今回は平成23年度 理論科目 A問題14を解説します。電気及び磁気に関係する量とその単位記号の組合せのうち、誤っているものを1つ選ぶ問題です。
ポイントはインダクタンス=H=Wb/Aという点です。L=Φ/Iなので単位はWb/A(V/Vではない)。選択肢(3)がWb/Vとしているため誤りです。
出題のポイント

目次
平成23年度 理論科目 A問題14:問題文と選択肢
まずは、実際の試験問題を確認してみましょう。

電験3種 理論科目 【電磁気(磁気・電磁力)】 平成23年度 A問題14
電気及び磁気に関係する量とその単位記号(他の単位による表し方を含む)との組合せとして、誤っているものを次の(1)〜(5)のうちから一つ選べ。

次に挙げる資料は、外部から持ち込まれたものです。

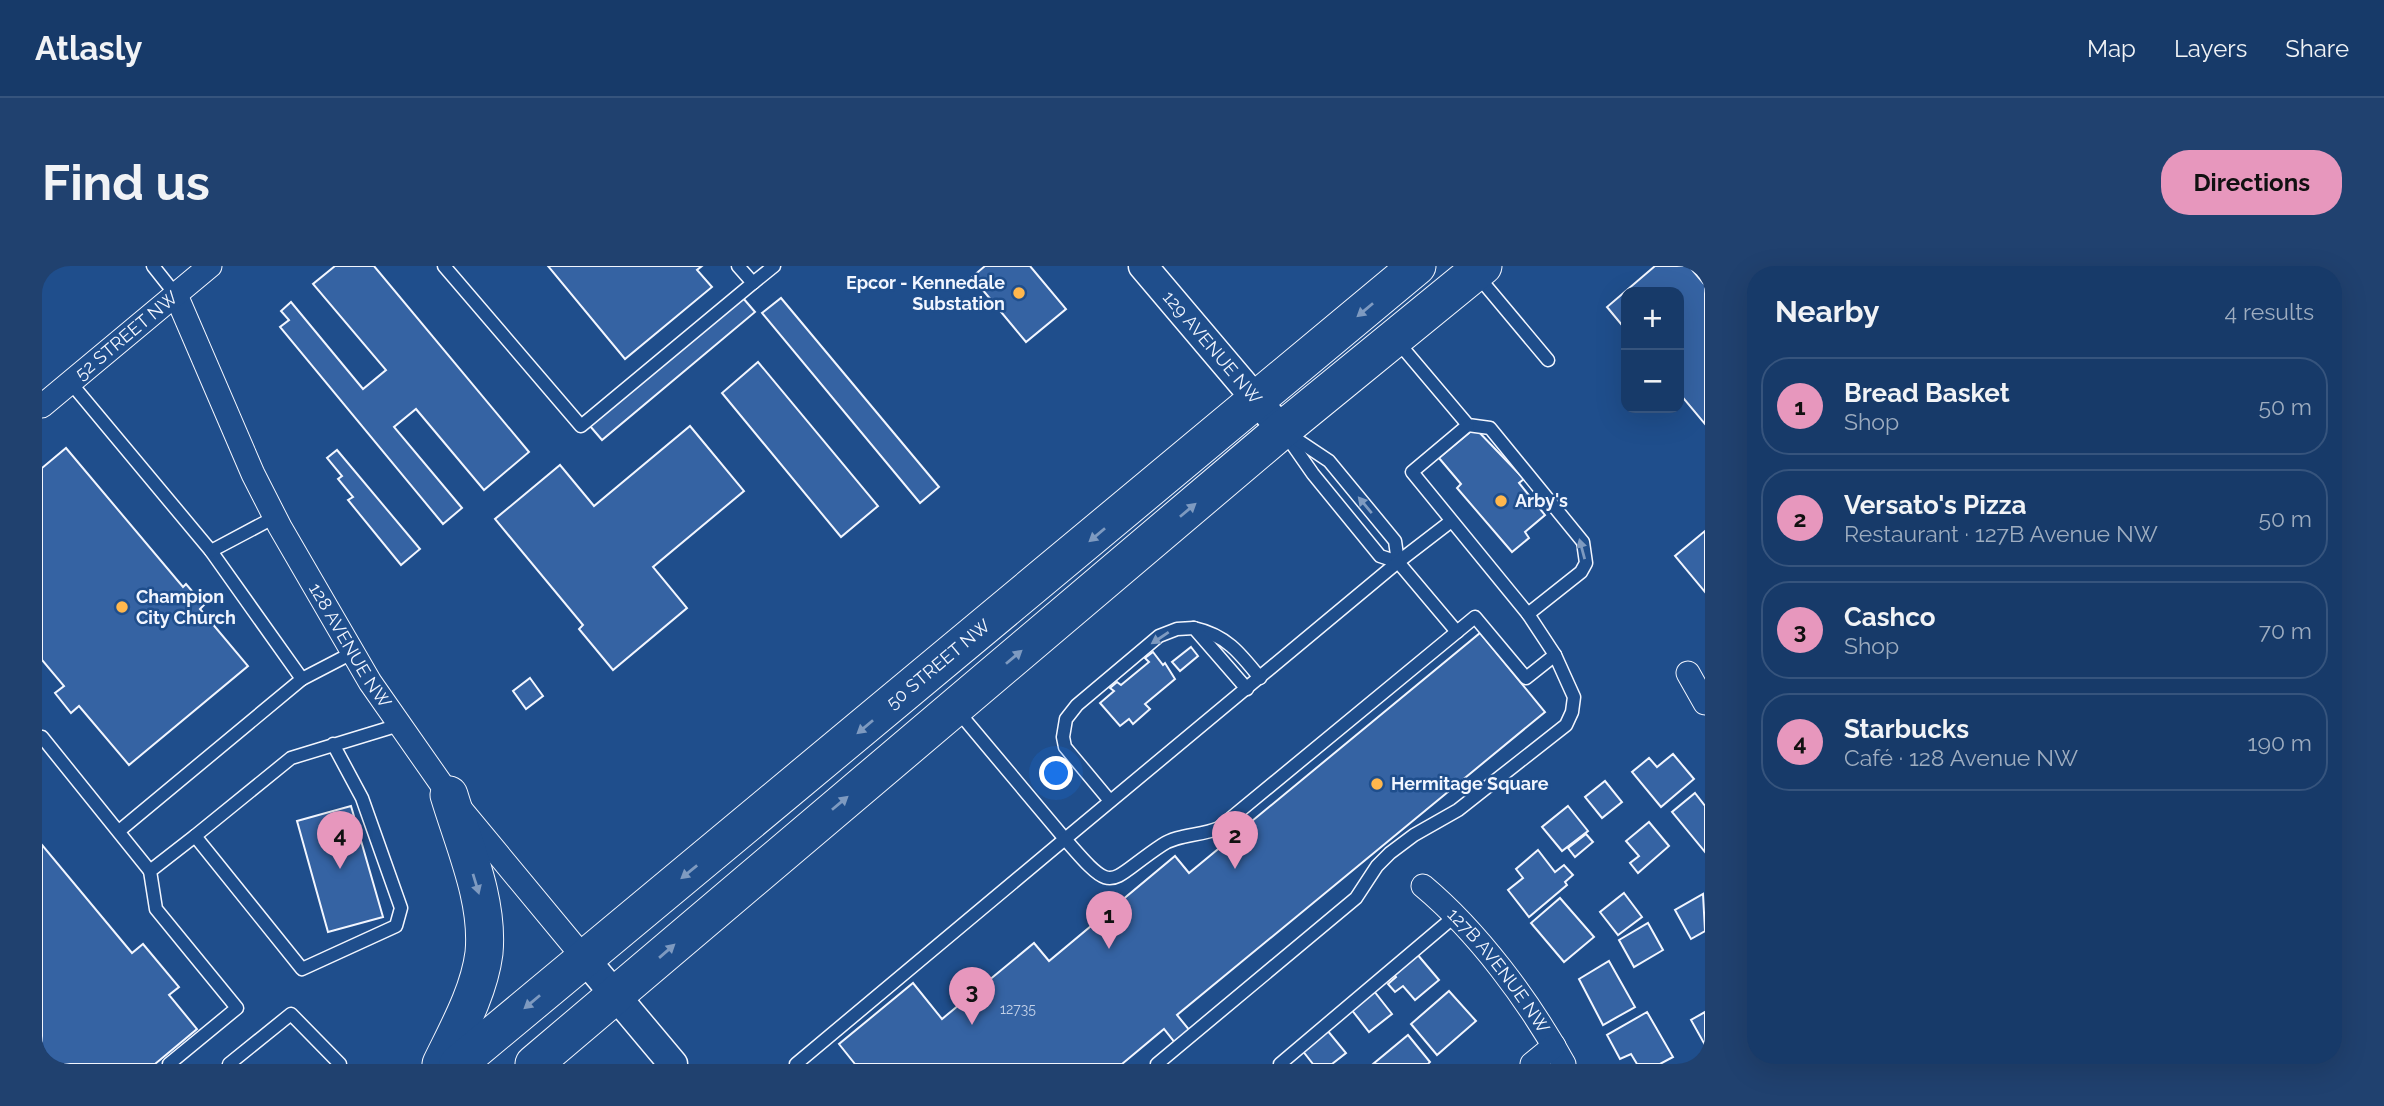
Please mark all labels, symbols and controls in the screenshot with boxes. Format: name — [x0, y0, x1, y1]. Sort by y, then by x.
text: Atlasly — [35, 29, 142, 68]
text: Map — [2087, 34, 2136, 63]
text: Layers — [2174, 34, 2247, 63]
text: Share — [2285, 34, 2349, 63]
button: Directions — [2161, 150, 2342, 215]
text: Find us — [42, 154, 210, 211]
place label: Epcor - Kennedale Substation — [846, 272, 1005, 314]
marker: Epcor - Kennedale Substation — [1011, 285, 1027, 301]
street label: 52 STREET NW — [71, 286, 182, 384]
street label: 129 AVENUE NW — [1159, 286, 1267, 408]
map controls — [1621, 287, 1684, 413]
button: + — [1621, 287, 1684, 350]
text: Nearby — [1775, 294, 1879, 329]
text: 4 results — [2225, 298, 2314, 325]
one-way arrow — [1356, 302, 1374, 318]
button: − — [1621, 350, 1684, 413]
text: Bread Basket — [1844, 378, 2010, 408]
text: 1 — [1794, 393, 1806, 420]
text: 50 m — [2258, 393, 2312, 420]
text: Shop — [1844, 408, 1899, 435]
place label: Arby's — [1515, 490, 1568, 511]
text: Versato's Pizza — [1844, 490, 2026, 520]
marker: Arby's — [1493, 493, 1509, 509]
one-way arrow — [1358, 496, 1373, 513]
one-way arrow — [1179, 503, 1196, 518]
text: 2 — [1794, 505, 1806, 532]
text: 50 m — [2258, 505, 2312, 532]
text: Restaurant · 127B Avenue NW — [1844, 520, 2158, 547]
one-way arrow — [1088, 527, 1105, 542]
one-way arrow — [1576, 537, 1587, 559]
street label: 128 AVENUE NW — [305, 579, 396, 712]
place label: Champion City Church — [136, 586, 236, 628]
marker: Champion City Church — [114, 599, 130, 615]
text: Cashco — [1844, 602, 1936, 632]
street label: 50 STREET NW — [882, 614, 994, 713]
text: 3 — [1794, 617, 1806, 644]
text: 70 m — [2259, 617, 2312, 644]
one-way arrow — [1151, 631, 1169, 645]
text: Shop — [1844, 632, 1899, 659]
one-way arrow — [1005, 650, 1022, 665]
text: Starbucks — [1844, 714, 1969, 744]
one-way arrow — [856, 719, 873, 734]
text: 4 — [1793, 729, 1807, 756]
text: 190 m — [2248, 729, 2312, 756]
text: Café · 128 Avenue NW — [1844, 744, 2078, 771]
your location — [1039, 756, 1073, 790]
place label: Hermitage Square — [1391, 773, 1549, 794]
marker: Hermitage Square — [1369, 776, 1385, 792]
one-way arrow — [831, 796, 848, 811]
pin: 4 — [317, 811, 363, 869]
pin: 2 — [1212, 811, 1258, 869]
one-way arrow — [681, 864, 699, 879]
one-way arrow — [471, 874, 481, 895]
pin: 1 — [1086, 891, 1132, 949]
street label: 127B AVENUE NW — [1444, 904, 1554, 1037]
one-way arrow — [658, 944, 675, 959]
pin: 3 — [949, 967, 995, 1025]
one-way arrow — [523, 995, 541, 1010]
house number: 12735 — [1000, 1001, 1036, 1017]

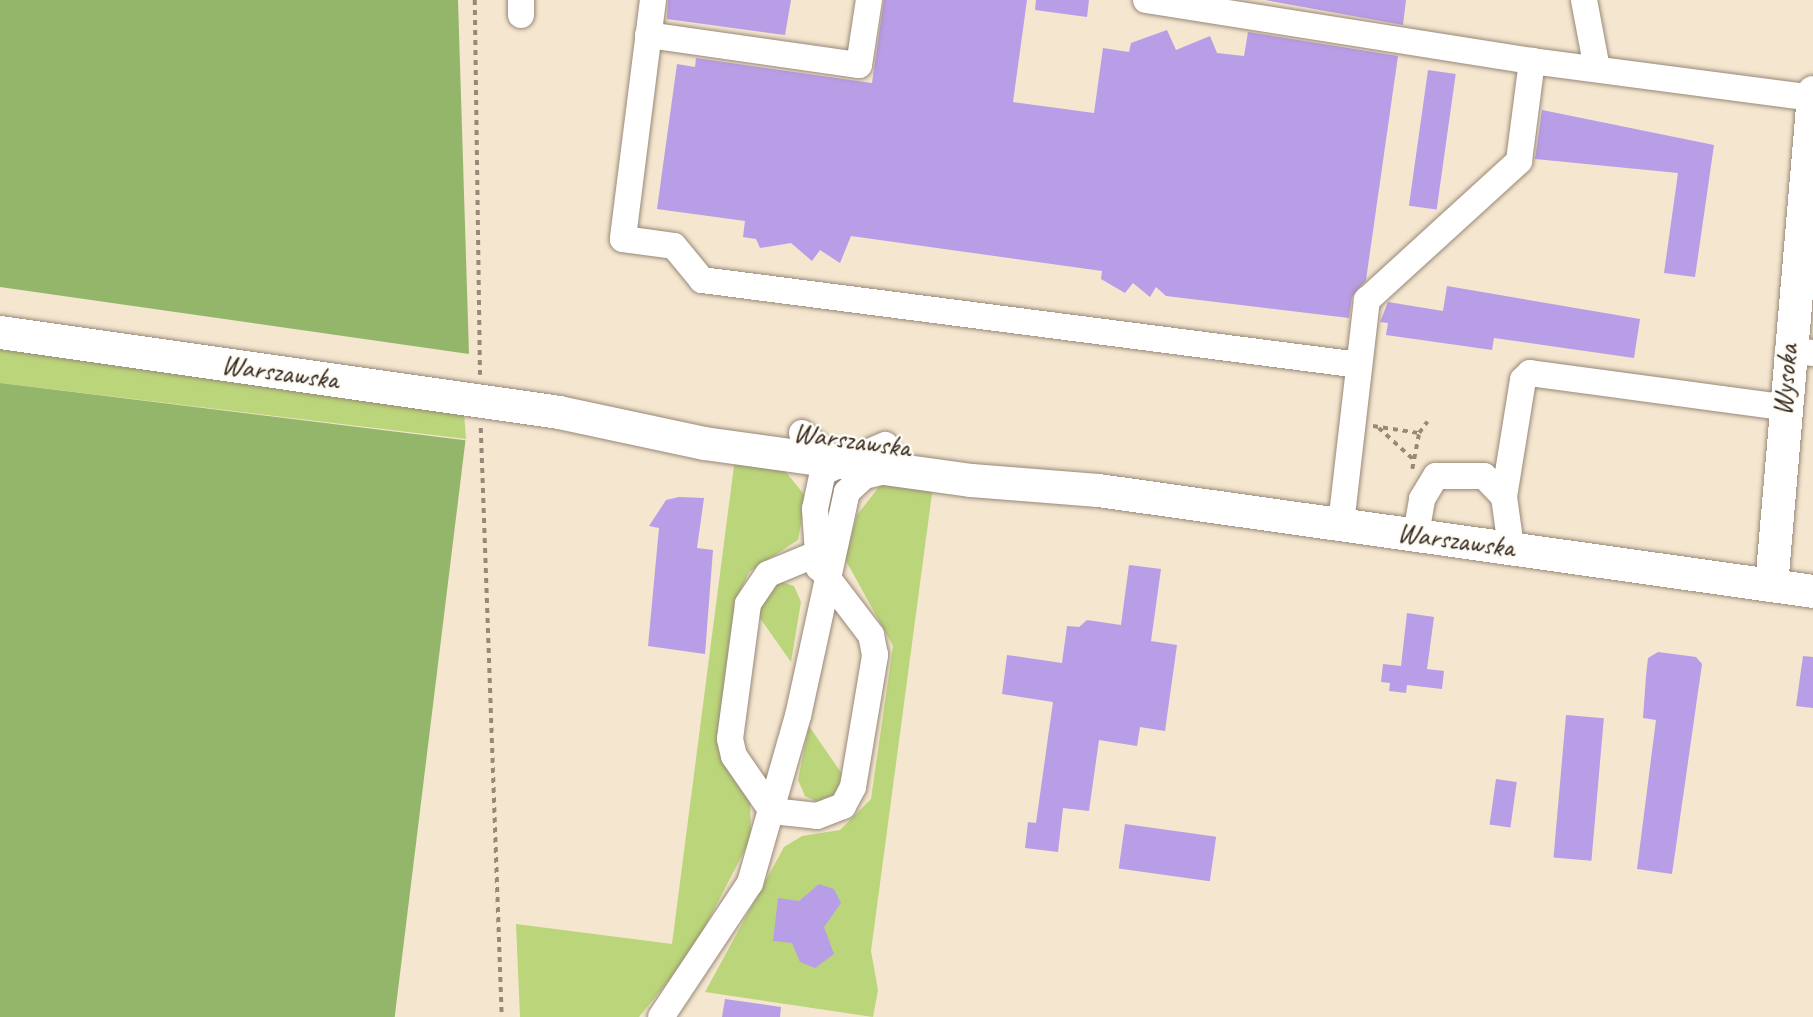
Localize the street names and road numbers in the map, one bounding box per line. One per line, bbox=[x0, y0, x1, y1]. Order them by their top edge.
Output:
street label: Wysoka bbox=[1765, 343, 1805, 417]
street label: Warszawska bbox=[219, 347, 341, 397]
street label: Warszawska bbox=[791, 415, 913, 465]
street label: Warszawska bbox=[1395, 515, 1517, 565]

量 単位記号 (1) 導電率 S/m (2) 電力量 W·s (3) インダクタンス Wb/V (4) 磁束密度 T (5) 誘電率 F/m
ポイント解説:インダクタンスはWb/A(=H)、Wb/Vは誤り
電気・磁気の量と単位の対応を確認します。最重要はインダクタンス=H=Wb/Aという点です。
L=Φ/I(磁束鎖交数÷電流)なので単位はWb/A。選択肢(3)がWb/Vとしているため誤りです。
問題の解説
STEP1 (1)(2)を確認する
(1) 導電率:S/m(ジーメンス毎メートル)→正しい。(2) 電力量:W·s=J→正しい。
STEP2 (3)が誤りである理由
インダクタンスLはL=Φ/Iなので、単位はWb/A(=H)です。Wb/Vは誤りなので、(3)が誤りです。
STEP3 (4)(5)を確認する
(4) 磁束密度:T(テスラ)→正しい。(5) 誘電率:F/m→正しい。したがって誤りは(3)です。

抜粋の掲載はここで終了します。